(Stored data)
☆ ☆ ☆ ☆ ☆

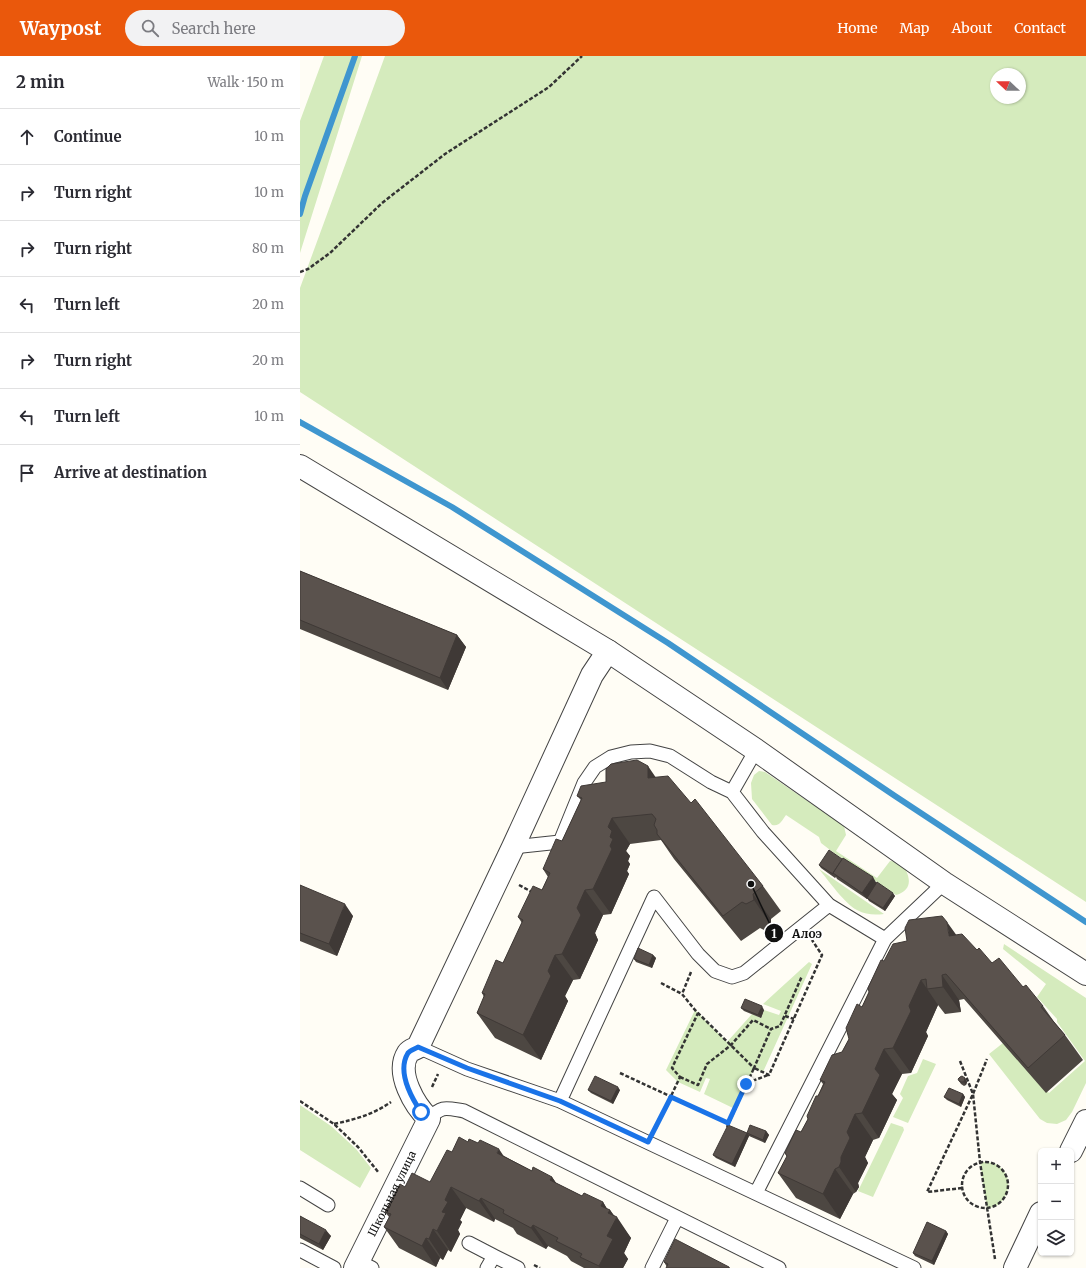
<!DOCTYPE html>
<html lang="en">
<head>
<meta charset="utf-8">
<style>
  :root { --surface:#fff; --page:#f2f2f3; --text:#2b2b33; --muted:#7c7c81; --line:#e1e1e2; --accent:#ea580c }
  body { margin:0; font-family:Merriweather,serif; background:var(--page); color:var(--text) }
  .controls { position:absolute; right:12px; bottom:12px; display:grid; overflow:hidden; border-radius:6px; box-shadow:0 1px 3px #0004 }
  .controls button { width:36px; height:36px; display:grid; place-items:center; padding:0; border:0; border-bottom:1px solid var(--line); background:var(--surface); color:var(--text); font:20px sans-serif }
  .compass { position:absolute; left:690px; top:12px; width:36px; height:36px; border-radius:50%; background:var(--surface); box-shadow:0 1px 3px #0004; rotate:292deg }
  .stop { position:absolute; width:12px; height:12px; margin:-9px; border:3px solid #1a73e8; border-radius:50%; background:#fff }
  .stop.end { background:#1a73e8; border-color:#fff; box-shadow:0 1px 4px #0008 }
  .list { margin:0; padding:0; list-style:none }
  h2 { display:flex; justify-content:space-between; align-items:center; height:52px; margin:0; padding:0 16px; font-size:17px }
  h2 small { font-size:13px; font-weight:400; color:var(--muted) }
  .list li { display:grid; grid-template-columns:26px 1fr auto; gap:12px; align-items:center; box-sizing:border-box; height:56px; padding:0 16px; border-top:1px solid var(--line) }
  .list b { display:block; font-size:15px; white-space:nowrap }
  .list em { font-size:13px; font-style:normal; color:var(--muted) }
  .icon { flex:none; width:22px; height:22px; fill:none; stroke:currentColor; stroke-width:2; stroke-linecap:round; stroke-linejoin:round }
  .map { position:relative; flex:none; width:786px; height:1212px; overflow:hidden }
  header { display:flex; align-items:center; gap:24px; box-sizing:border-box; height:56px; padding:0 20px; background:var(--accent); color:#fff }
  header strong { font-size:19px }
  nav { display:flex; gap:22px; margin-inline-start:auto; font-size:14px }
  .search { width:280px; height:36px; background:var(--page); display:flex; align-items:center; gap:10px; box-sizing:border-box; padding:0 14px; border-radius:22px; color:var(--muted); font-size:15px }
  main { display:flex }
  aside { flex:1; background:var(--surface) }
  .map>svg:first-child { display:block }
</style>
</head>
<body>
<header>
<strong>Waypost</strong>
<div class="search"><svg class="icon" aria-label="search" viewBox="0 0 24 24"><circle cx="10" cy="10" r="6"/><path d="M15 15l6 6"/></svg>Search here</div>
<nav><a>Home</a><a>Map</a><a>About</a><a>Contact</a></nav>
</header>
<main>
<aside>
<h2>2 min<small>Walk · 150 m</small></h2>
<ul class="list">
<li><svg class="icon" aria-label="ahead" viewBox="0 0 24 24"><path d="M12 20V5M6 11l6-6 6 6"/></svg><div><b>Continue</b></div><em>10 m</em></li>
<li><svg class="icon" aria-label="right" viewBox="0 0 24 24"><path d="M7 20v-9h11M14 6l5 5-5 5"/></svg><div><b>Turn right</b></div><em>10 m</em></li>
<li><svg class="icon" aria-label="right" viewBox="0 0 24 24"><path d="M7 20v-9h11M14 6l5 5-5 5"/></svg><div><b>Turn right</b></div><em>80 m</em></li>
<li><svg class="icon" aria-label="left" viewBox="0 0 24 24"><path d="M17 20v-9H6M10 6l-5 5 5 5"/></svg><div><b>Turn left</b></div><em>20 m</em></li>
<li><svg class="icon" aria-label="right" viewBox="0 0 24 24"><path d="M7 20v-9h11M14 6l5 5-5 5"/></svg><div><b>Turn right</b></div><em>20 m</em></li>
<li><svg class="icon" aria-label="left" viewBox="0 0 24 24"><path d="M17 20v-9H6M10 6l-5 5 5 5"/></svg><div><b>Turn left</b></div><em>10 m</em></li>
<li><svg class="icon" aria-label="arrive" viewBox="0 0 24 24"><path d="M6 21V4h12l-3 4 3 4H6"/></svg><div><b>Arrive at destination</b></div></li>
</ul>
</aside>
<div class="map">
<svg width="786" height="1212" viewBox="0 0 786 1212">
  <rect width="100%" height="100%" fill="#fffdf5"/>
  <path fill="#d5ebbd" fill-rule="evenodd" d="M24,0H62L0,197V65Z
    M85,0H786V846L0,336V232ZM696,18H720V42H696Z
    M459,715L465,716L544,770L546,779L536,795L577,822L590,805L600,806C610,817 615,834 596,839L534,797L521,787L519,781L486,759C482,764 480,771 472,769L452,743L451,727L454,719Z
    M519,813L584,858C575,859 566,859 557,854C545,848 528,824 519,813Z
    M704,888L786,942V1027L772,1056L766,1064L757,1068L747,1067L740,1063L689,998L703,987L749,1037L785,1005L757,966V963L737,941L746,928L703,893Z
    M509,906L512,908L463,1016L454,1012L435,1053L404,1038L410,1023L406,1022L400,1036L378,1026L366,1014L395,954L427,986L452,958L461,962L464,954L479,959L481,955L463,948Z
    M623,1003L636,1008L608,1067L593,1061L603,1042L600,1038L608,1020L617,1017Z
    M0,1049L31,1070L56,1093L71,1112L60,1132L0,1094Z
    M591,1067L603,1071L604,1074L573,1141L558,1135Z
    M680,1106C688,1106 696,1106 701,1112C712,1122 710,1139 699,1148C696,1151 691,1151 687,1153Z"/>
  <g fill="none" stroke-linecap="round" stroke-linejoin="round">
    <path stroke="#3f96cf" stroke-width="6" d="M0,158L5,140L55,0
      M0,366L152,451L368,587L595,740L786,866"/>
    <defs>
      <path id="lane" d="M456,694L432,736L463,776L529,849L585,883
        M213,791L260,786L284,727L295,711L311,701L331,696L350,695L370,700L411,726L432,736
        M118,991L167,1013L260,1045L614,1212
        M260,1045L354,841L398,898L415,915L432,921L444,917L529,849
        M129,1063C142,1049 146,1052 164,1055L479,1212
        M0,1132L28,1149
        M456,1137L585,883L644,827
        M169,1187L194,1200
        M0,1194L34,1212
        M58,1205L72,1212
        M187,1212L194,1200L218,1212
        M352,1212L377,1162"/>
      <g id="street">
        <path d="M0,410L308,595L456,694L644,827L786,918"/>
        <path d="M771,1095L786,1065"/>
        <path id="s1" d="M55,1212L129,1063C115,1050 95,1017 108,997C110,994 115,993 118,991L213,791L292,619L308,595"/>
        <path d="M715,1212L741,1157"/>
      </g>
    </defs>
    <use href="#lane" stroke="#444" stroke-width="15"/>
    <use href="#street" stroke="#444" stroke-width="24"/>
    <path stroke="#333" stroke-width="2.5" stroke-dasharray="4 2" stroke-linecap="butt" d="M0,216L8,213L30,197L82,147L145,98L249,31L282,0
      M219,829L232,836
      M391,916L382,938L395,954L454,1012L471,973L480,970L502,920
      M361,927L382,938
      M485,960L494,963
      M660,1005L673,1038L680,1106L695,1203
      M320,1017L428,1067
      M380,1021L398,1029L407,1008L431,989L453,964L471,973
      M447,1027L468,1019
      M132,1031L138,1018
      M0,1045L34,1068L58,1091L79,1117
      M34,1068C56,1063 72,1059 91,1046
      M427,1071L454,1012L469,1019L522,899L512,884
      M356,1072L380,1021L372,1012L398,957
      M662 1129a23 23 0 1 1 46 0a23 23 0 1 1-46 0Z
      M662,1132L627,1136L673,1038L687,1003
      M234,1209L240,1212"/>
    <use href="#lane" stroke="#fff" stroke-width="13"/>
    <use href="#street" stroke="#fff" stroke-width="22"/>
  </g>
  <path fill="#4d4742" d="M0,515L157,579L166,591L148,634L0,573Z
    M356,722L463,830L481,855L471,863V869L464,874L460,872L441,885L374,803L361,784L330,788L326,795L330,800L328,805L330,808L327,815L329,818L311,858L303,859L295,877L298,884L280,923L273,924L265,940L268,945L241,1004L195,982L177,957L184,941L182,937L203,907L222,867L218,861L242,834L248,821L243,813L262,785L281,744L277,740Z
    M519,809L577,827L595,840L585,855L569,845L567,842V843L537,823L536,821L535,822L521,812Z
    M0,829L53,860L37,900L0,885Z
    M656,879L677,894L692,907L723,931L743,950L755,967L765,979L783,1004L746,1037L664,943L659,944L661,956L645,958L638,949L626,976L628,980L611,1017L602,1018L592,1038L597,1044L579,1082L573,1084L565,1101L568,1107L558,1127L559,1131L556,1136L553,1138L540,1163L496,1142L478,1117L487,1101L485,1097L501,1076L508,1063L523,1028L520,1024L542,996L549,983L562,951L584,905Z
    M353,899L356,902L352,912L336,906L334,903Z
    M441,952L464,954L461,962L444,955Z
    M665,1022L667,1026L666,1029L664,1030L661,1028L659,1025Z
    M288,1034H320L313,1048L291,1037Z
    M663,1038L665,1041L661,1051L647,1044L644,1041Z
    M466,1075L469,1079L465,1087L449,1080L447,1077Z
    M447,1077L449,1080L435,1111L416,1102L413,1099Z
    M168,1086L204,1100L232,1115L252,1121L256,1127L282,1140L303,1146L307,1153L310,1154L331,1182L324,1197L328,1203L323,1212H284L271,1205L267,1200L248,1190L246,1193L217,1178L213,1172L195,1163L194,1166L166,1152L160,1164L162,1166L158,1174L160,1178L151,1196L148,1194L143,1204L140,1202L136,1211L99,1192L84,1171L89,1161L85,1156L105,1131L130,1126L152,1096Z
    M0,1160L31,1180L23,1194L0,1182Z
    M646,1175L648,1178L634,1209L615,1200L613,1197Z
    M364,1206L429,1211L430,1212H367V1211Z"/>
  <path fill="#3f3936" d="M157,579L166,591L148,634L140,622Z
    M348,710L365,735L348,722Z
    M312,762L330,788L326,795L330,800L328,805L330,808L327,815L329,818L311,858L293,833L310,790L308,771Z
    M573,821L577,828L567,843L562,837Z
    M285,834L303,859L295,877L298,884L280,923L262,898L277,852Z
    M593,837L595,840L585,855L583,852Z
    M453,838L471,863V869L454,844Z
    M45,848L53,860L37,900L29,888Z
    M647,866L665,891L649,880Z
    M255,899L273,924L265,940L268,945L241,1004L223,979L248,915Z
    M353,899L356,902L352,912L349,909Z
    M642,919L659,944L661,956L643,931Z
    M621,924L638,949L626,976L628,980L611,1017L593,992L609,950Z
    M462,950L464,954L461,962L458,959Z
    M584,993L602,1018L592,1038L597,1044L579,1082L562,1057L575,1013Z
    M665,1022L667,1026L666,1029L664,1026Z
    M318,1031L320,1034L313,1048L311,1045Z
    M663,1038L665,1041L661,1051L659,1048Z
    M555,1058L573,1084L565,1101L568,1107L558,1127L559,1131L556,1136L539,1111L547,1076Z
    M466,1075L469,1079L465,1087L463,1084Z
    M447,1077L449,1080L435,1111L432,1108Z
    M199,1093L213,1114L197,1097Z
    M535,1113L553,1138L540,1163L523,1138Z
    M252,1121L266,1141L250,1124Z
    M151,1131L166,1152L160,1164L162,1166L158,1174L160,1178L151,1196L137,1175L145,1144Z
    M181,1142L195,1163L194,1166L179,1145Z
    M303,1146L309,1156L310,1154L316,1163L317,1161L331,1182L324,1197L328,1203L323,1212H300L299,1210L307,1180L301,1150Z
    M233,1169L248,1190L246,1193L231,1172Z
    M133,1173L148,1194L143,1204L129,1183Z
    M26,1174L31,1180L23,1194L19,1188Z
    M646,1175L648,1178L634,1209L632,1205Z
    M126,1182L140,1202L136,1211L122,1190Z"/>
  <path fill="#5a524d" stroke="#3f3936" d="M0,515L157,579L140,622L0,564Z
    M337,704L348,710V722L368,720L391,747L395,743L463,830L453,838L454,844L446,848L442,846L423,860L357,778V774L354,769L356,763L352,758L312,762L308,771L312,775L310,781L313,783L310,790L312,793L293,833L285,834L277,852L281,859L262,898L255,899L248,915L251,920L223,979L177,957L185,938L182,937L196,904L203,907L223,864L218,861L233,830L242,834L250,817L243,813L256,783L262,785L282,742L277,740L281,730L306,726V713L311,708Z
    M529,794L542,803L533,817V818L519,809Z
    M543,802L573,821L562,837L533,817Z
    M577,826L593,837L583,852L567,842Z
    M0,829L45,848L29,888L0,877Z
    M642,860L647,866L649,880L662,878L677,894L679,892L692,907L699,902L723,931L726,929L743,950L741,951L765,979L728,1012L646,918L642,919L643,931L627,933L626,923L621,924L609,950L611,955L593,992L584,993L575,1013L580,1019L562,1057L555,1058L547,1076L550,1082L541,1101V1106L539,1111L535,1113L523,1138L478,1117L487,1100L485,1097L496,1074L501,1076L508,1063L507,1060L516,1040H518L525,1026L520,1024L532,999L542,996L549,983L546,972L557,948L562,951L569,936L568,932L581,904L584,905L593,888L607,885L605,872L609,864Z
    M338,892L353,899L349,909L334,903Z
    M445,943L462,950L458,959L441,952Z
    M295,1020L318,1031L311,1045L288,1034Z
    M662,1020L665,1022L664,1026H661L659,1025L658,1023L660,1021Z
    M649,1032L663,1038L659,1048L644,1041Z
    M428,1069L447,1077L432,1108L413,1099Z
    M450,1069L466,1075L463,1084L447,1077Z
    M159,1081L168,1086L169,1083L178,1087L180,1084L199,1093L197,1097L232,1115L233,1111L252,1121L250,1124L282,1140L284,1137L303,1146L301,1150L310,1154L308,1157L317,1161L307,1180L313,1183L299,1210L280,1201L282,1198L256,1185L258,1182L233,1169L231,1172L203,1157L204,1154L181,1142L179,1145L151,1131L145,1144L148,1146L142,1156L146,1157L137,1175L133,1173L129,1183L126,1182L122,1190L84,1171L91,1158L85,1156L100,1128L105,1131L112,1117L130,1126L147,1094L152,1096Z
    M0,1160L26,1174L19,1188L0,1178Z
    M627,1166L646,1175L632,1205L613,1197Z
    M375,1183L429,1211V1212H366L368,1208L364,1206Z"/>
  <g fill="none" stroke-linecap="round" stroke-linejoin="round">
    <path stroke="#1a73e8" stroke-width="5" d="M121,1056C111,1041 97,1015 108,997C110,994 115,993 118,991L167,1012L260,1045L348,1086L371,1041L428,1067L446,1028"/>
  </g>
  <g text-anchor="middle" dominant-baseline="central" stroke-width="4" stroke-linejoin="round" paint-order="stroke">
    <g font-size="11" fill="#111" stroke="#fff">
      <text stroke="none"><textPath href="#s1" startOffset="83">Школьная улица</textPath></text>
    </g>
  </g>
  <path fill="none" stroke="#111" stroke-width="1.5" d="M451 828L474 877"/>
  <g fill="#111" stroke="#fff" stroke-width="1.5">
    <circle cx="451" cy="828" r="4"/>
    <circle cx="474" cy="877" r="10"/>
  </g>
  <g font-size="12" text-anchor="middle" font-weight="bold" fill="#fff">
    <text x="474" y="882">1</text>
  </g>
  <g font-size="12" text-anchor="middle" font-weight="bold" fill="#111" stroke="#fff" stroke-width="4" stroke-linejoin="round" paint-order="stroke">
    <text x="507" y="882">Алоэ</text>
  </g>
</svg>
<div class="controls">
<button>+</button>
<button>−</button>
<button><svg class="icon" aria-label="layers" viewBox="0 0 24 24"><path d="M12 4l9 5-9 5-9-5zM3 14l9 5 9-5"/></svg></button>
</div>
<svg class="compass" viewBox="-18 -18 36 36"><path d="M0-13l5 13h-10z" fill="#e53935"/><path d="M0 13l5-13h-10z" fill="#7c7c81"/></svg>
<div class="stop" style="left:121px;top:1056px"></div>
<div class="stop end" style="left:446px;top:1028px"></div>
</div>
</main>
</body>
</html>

☆ ☆ ☆ ☆ ☆

## PROBLEM REQUIREMENTS
Which lines in the entries above contain "absolute"? Pull each of them out.

## REPLY
  .controls { position:absolute; right:12px; bottom:12px; display:grid; overflow:hidden; border-radius:6px; box-shadow:0 1px 3px #0004 }
  .compass { position:absolute; left:690px; top:12px; width:36px; height:36px; border-radius:50%; background:var(--surface); box-shadow:0 1px 3px #0004; rotate:292deg }
  .stop { position:absolute; width:12px; height:12px; margin:-9px; border:3px solid #1a73e8; border-radius:50%; background:#fff }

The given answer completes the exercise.